Aides to the couple say that isn't expected to change before the Nov. 8 special election. They and others don't blame Shriver for her silence, even if it has deprived Schwarzenegger of one of his most articulate and charismatic advocates.

After all, Shriver would be breaking family ranks no matter where she came down on the measures, Democratic and Republican activists say. As a Democrat and a Kennedy, they say, she would have to all but shape-shift to endorse proposals despised by the party that counts three of her uncles as icons.

And if she were to publicly criticize the initiatives, things presumably would get chilly on the home front.

"It's a lose-lose for her," said Republican consultant Kevin Spillane. "She has my sympathy."

Democratic leaders are also sympathetic and wish Shriver had more success promoting the party's interests in the Schwarzenegger administration. They see the initiatives as the latest example of the governor's tilt to the right, a shift that they had hoped Shriver would prevent.

The measures would make it tougher for teachers to earn tenure, restrict the spending of public-employee union dues for politics, cap state spending and strip the Legislature of the power to map its districts.

All are fiercely opposed by the state Democratic Party and labor groups, and none is winning in voter surveys.

In 2003, shortly before Schwarzenegger took office, several of Shriver's relatives and friends had said she would be the administration's Democratic conscience, especially on issues involving education, the environment, the disabled and the disadvantaged.

"I wish Ms. Shriver would play a more prominent role," Jack O'Connell, state superintendent of public instruction, said last week.

O'Connell, who joined Shriver at the Barrett School event, said that Schwarzenegger's record on school funding has been "extremely disappointing" and that the spending initiative, Proposition 76, would be disastrous for education.

Shriver's influence may have been seen more readily in Schwarzenegger's appointment of Democrats and independents to key posts. Her new staff chief is liberal Democrat Daniel Zingale, who worked for former Gov. Gray Davis.

"It is difficult to balance the value of loyalty to your spouse and a deeply felt set of principles to Democratic values," Zingale said of Shriver.

For the most part, other Democrats say, the party's values are coming up short.

"To the extent that she attempted to keep the Democrat flame burning in the Schwarzenegger administration ... he snuffed out that flame," said Democratic consultant Darry Sragow.

But Shriver's brother, Santa Monica City Councilman Bobby Shriver, said it is unrealistic to think she can bend Schwarzenegger to her point of view, regardless of what some believe is a responsibility to the Kennedy legacy.

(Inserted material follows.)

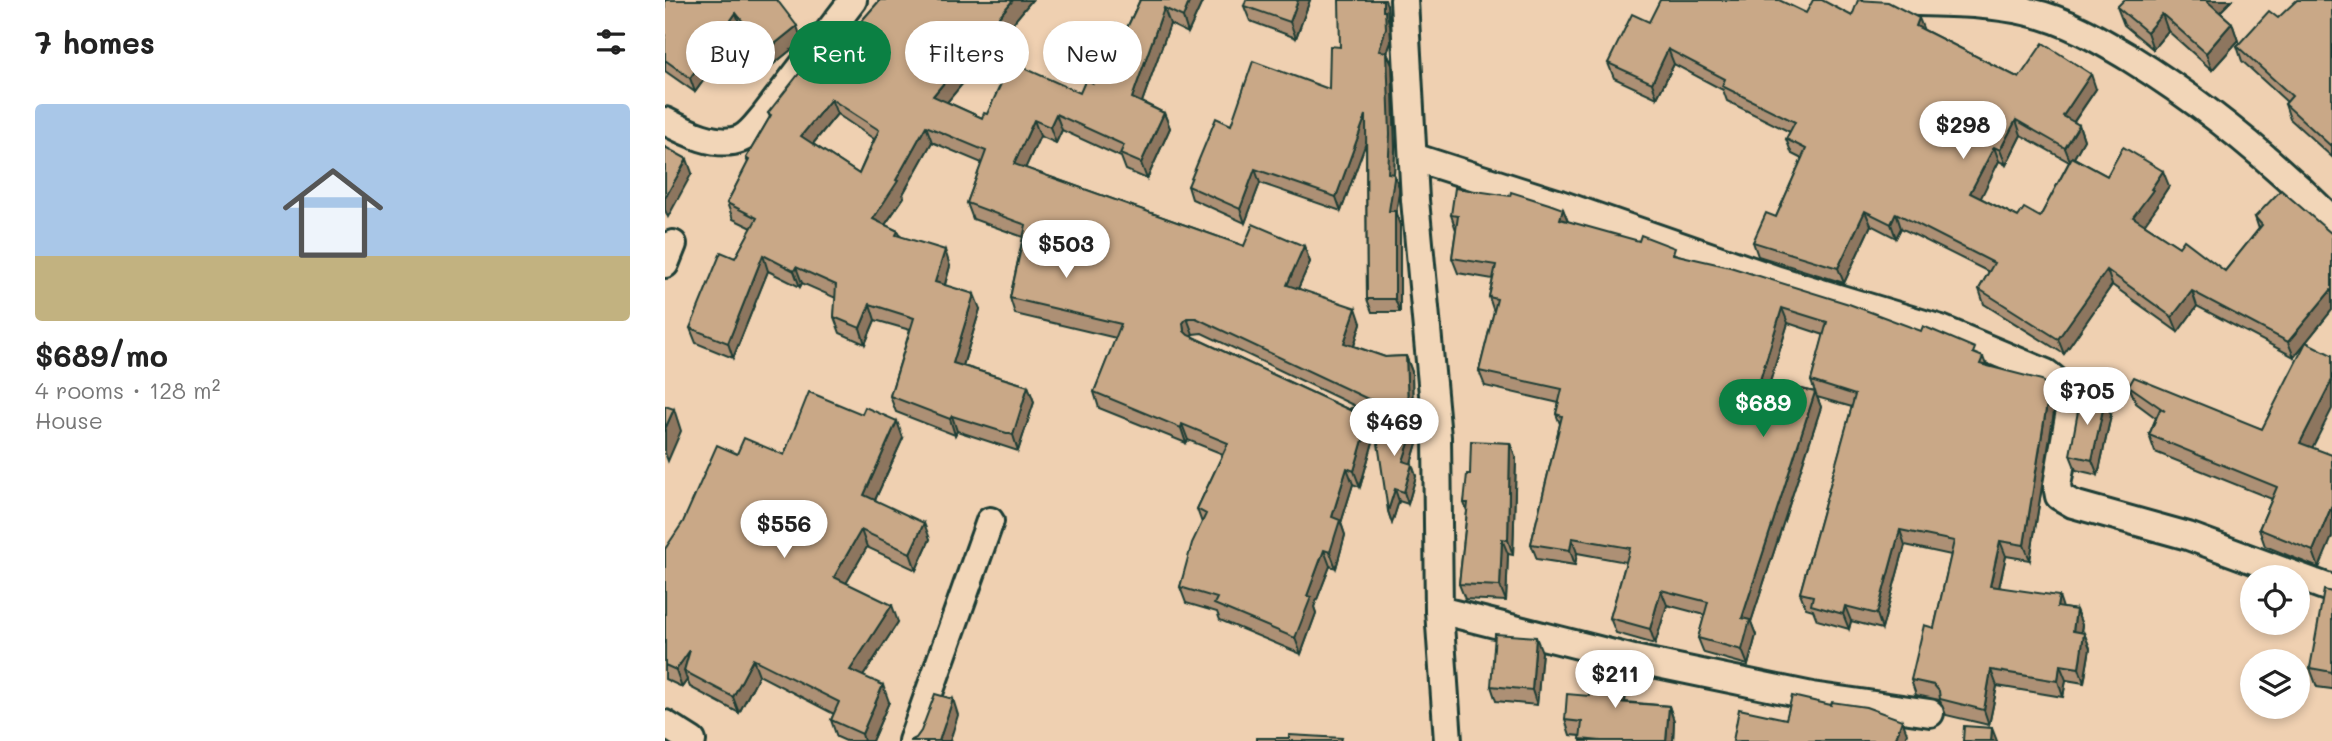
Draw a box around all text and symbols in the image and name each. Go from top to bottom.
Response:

"It's quite insulting for people to assume that because your uncle, who's been dead 40 years, did something, you should do something," he said. "It's not her legacy, it's her uncle's legacy. She's her own person."

Even so, he said his sister and other family members continue to have "combative and aggressive" arguments with Schwarzenegger over policy.

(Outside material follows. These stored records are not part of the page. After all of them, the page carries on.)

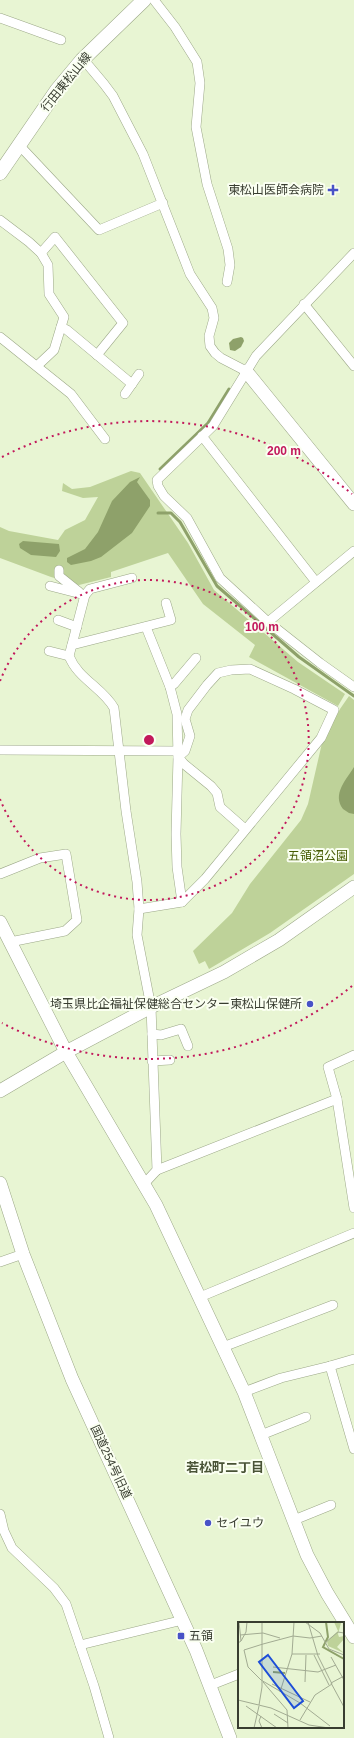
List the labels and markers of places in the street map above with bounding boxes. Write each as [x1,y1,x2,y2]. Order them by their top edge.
place label: 東松山医師会病院 [228,183,324,197]
marker: 東松山医師会病院 [327,184,339,196]
centre of rings [142,733,156,747]
place label: 埼玉県比企福祉保健総合センター東松山保健所 [50,997,302,1011]
marker: 埼玉県比企福祉保健総合センター東松山保健所 [305,999,315,1009]
place label: セイユウ [216,1516,264,1530]
marker: セイユウ [203,1518,213,1528]
place label: 五領 [189,1629,213,1643]
marker: 五領 [176,1631,186,1641]

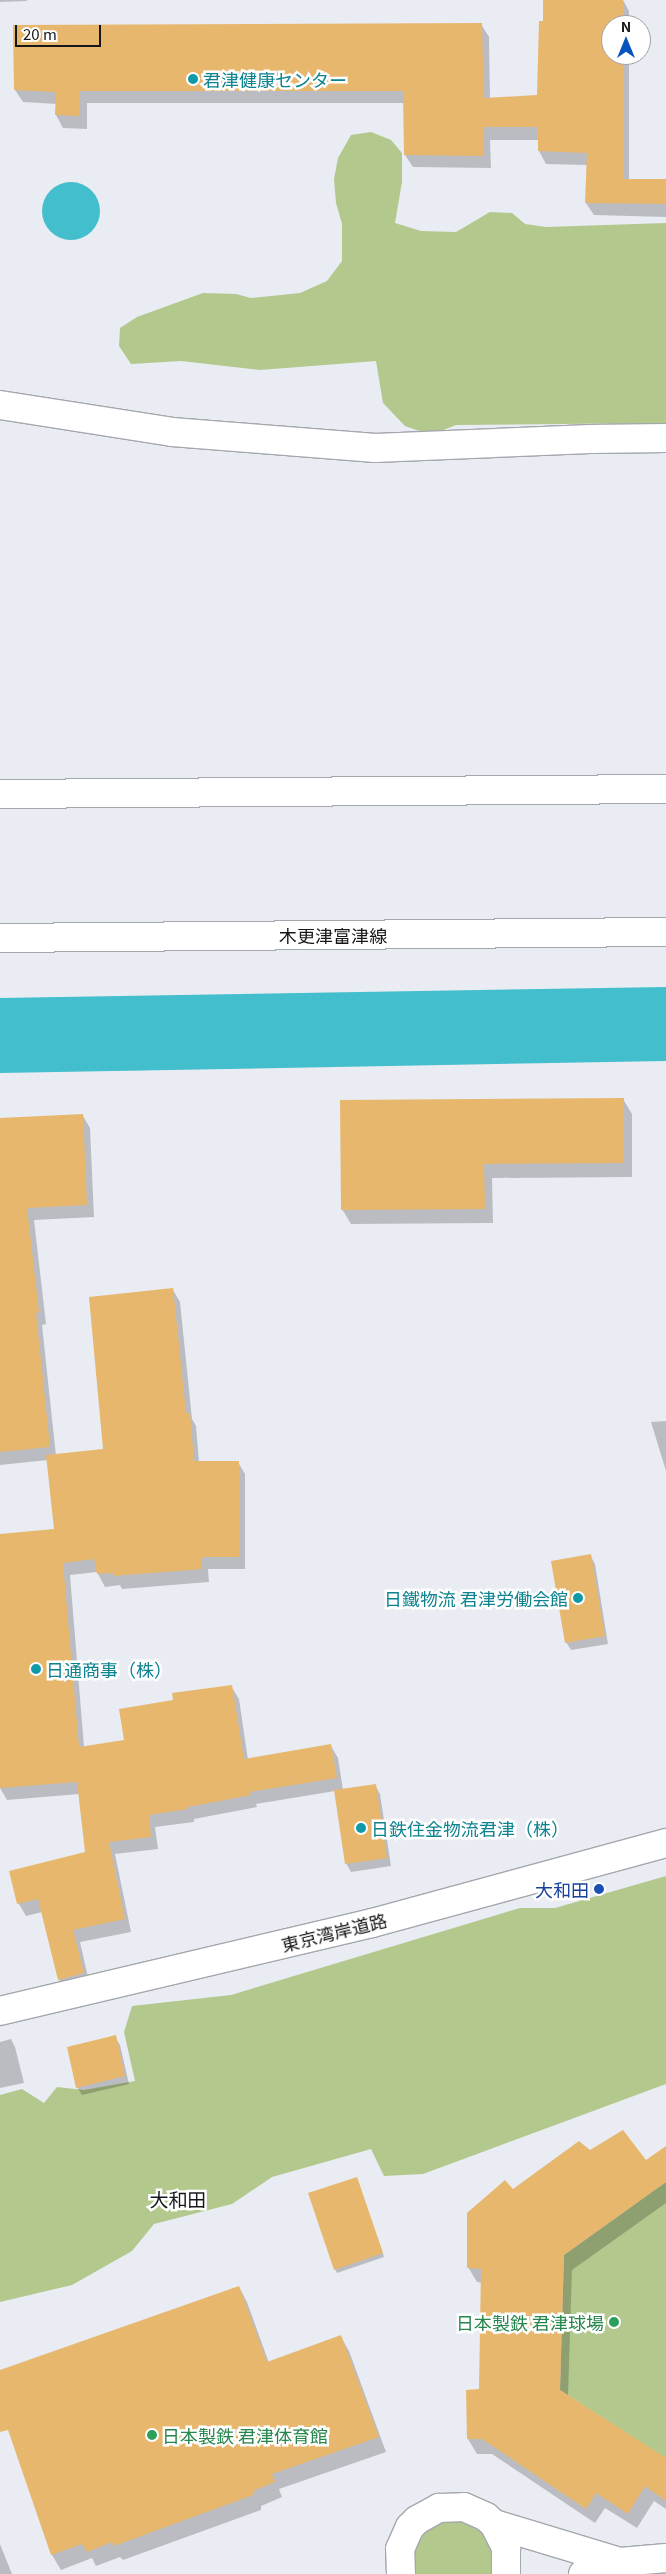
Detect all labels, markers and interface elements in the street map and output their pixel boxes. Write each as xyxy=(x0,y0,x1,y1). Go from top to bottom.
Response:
scale bar xyxy=(18,15,104,47)
north arrow xyxy=(601,15,651,65)
text: N xyxy=(621,16,631,36)
text: 20 m xyxy=(23,23,57,44)
place label: 君津健康センター xyxy=(203,68,347,90)
marker: 君津健康センター xyxy=(187,73,199,85)
street label: 木更津富津線 xyxy=(279,924,387,946)
place label: 日鐵物流 君津労働会館 xyxy=(384,1587,568,1609)
marker: 日鐵物流 君津労働会館 xyxy=(572,1592,584,1604)
place label: 日通商事（株） xyxy=(46,1658,172,1680)
marker: 日通商事（株） xyxy=(30,1663,42,1675)
place label: 日鉄住金物流君津（株） xyxy=(371,1817,569,1839)
marker: 日鉄住金物流君津（株） xyxy=(355,1822,367,1834)
place label: 大和田 xyxy=(535,1878,589,1900)
marker: 大和田 xyxy=(593,1883,605,1895)
street label: 東京湾岸道路 xyxy=(279,1908,389,1956)
district label: 大和田 xyxy=(150,2188,206,2210)
place label: 日本製鉄 君津球場 xyxy=(456,2311,604,2333)
marker: 日本製鉄 君津球場 xyxy=(608,2316,620,2328)
place label: 日本製鉄 君津体育館 xyxy=(162,2424,328,2446)
marker: 日本製鉄 君津体育館 xyxy=(146,2429,158,2441)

"Do we suggest other ways of looking at things? Absolutely," he said.

Shriver spokeswoman Terri Carbaugh said the first lady is reluctant to discuss her position on political issues because she is a broadcast journalist. "The Oprah Winfrey Show" aired a Shriver report this month on poverty in Kentucky.

"Maria's in a position where she's being pushed or pulled from one side or the other," Carbaugh said. "People are asking her to engage more, and people are asking her to engage less.... It goes with the territory of living in a bipartisan marriage."

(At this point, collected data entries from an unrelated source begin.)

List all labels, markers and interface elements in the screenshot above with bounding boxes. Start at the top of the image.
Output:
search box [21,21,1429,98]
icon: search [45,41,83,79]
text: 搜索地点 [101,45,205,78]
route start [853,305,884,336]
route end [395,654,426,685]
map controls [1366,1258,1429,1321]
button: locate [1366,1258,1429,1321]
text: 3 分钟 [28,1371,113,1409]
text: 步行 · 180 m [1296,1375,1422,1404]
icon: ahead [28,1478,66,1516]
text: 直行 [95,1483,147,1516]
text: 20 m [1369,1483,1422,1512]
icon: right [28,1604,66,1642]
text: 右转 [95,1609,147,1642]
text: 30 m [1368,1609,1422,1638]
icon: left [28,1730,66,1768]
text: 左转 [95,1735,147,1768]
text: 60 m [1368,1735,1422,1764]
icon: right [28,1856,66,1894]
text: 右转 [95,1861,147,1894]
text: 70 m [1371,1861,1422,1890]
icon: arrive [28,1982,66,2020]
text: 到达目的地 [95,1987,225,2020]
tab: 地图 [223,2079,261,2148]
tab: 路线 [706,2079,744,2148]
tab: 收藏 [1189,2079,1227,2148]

Schwarzenegger is banking on passage of the four special election measures to lift his long-sagging poll numbers as a run-up to his 2006 reelection drive.

Two years ago, he ousted Davis in a recall election with the help of independent voters and moderate Democrats. Shriver received some of the credit for her deft performance on the campaign trail.

In this election, she has been mostly absent from the trail, devoting herself instead to other causes, including highlighting the role of women in California history and raising awareness of obesity in children.

Among those who would like to see more of Shriver in the trenches are proponents of expanded healthcare.